*** Opening of DATA FOR THIS EXERCISE ***

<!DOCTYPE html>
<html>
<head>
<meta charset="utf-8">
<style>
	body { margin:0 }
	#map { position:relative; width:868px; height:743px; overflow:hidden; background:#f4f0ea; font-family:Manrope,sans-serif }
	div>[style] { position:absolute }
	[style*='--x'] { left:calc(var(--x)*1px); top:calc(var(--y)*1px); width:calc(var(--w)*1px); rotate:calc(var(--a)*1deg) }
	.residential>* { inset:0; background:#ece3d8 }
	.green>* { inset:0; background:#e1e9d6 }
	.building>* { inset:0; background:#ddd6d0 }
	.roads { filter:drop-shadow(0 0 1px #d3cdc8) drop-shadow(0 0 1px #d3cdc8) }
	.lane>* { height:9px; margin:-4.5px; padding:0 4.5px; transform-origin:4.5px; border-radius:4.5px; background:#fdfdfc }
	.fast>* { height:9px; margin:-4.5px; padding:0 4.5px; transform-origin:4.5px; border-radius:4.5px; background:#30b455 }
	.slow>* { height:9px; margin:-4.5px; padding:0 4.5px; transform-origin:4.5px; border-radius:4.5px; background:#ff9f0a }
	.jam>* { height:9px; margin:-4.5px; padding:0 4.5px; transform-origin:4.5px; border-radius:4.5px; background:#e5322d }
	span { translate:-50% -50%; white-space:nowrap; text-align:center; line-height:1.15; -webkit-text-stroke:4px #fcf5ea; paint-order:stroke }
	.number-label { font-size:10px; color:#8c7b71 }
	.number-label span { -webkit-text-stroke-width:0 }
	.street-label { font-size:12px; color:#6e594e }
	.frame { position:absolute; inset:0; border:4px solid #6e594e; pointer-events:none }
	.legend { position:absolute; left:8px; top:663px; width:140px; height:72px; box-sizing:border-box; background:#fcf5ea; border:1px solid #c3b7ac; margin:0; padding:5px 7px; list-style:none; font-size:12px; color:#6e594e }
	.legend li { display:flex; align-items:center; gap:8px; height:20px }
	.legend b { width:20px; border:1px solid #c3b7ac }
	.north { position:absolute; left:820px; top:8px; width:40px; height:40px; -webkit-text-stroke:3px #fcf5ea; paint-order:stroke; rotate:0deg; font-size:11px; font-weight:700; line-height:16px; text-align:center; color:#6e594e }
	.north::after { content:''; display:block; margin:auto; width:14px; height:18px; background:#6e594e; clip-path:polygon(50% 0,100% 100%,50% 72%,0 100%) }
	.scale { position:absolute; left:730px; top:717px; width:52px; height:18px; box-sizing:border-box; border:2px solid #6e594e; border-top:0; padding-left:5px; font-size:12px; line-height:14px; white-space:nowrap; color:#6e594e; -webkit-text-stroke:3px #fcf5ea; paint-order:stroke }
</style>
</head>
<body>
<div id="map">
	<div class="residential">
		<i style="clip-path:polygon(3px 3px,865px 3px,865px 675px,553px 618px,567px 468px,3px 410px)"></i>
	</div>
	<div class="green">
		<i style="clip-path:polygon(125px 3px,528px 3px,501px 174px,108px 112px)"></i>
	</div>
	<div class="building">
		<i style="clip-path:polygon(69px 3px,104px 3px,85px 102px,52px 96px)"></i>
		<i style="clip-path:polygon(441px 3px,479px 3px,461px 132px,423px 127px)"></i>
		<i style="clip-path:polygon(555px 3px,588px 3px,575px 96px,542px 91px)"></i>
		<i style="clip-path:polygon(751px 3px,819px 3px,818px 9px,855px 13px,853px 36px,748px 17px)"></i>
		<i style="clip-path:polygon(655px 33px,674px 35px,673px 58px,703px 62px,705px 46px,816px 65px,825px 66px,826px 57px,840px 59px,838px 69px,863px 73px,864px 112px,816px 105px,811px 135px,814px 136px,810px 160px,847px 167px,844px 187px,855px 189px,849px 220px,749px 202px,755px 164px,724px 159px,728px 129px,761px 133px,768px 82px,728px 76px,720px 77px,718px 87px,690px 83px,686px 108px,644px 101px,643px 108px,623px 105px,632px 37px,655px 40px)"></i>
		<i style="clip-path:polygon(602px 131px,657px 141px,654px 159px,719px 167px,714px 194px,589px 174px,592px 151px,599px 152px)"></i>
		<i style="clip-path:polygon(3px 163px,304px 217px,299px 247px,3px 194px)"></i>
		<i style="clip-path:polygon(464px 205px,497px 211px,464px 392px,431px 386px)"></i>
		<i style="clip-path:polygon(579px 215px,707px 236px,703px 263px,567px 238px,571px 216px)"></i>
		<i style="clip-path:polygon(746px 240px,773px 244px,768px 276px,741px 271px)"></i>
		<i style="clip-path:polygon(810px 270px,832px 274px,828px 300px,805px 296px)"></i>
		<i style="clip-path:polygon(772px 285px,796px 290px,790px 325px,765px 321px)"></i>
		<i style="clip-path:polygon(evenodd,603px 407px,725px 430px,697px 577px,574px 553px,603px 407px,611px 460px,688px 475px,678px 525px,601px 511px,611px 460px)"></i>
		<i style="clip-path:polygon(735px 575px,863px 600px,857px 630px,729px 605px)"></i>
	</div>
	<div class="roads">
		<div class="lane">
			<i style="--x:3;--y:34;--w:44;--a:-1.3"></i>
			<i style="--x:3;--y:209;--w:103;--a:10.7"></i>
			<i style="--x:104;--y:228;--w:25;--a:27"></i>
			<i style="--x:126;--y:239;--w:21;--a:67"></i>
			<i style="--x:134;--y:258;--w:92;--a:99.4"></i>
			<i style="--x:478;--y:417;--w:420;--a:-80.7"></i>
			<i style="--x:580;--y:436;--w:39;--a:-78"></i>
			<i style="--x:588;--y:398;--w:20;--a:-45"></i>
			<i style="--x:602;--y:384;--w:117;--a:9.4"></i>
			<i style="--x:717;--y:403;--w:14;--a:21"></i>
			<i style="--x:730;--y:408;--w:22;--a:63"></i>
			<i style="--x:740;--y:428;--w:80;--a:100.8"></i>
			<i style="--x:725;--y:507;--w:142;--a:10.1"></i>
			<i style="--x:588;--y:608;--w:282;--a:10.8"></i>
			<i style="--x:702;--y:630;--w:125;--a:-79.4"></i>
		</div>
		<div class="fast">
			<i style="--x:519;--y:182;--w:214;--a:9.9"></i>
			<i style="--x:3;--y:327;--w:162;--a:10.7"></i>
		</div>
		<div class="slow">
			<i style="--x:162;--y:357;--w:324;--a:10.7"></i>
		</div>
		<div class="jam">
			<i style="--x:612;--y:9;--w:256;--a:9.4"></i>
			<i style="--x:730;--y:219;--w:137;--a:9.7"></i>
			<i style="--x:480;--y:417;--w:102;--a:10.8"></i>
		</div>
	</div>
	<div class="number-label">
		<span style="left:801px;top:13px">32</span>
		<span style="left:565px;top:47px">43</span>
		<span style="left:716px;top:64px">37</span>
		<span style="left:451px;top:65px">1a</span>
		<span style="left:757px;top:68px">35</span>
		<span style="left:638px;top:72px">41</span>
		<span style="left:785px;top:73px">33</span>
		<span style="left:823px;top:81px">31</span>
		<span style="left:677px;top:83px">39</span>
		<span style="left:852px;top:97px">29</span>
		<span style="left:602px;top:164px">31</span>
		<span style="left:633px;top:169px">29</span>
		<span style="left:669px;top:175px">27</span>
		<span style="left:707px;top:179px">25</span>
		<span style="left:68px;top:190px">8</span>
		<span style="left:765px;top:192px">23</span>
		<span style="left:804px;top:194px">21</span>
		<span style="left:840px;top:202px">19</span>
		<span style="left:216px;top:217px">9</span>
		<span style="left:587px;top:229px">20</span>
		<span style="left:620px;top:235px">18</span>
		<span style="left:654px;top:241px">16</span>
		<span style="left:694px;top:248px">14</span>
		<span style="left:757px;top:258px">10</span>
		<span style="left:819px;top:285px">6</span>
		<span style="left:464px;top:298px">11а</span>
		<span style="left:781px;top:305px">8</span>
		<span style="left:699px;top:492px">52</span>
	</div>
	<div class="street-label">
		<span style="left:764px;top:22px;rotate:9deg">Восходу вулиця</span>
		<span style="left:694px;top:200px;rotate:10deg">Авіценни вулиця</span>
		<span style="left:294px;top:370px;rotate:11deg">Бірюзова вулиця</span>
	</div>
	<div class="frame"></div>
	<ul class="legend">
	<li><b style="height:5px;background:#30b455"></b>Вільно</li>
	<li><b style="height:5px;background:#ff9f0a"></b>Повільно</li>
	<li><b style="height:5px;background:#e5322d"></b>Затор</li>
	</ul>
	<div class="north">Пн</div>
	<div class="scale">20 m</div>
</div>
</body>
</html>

*** Close of DATA FOR THIS EXERCISE ***

## EXERCISE INSTRUCTIONS
Exactly as written, please transcribe the lines from the start of the records above to the line that holds "filter:drop-shadow(0 0 1px", both ends included.

## EXERCISE RESPONSE
<!DOCTYPE html>
<html>
<head>
<meta charset="utf-8">
<style>
	body { margin:0 }
	#map { position:relative; width:868px; height:743px; overflow:hidden; background:#f4f0ea; font-family:Manrope,sans-serif }
	div>[style] { position:absolute }
	[style*='--x'] { left:calc(var(--x)*1px); top:calc(var(--y)*1px); width:calc(var(--w)*1px); rotate:calc(var(--a)*1deg) }
	.residential>* { inset:0; background:#ece3d8 }
	.green>* { inset:0; background:#e1e9d6 }
	.building>* { inset:0; background:#ddd6d0 }
	.roads { filter:drop-shadow(0 0 1px #d3cdc8) drop-shadow(0 0 1px #d3cdc8) }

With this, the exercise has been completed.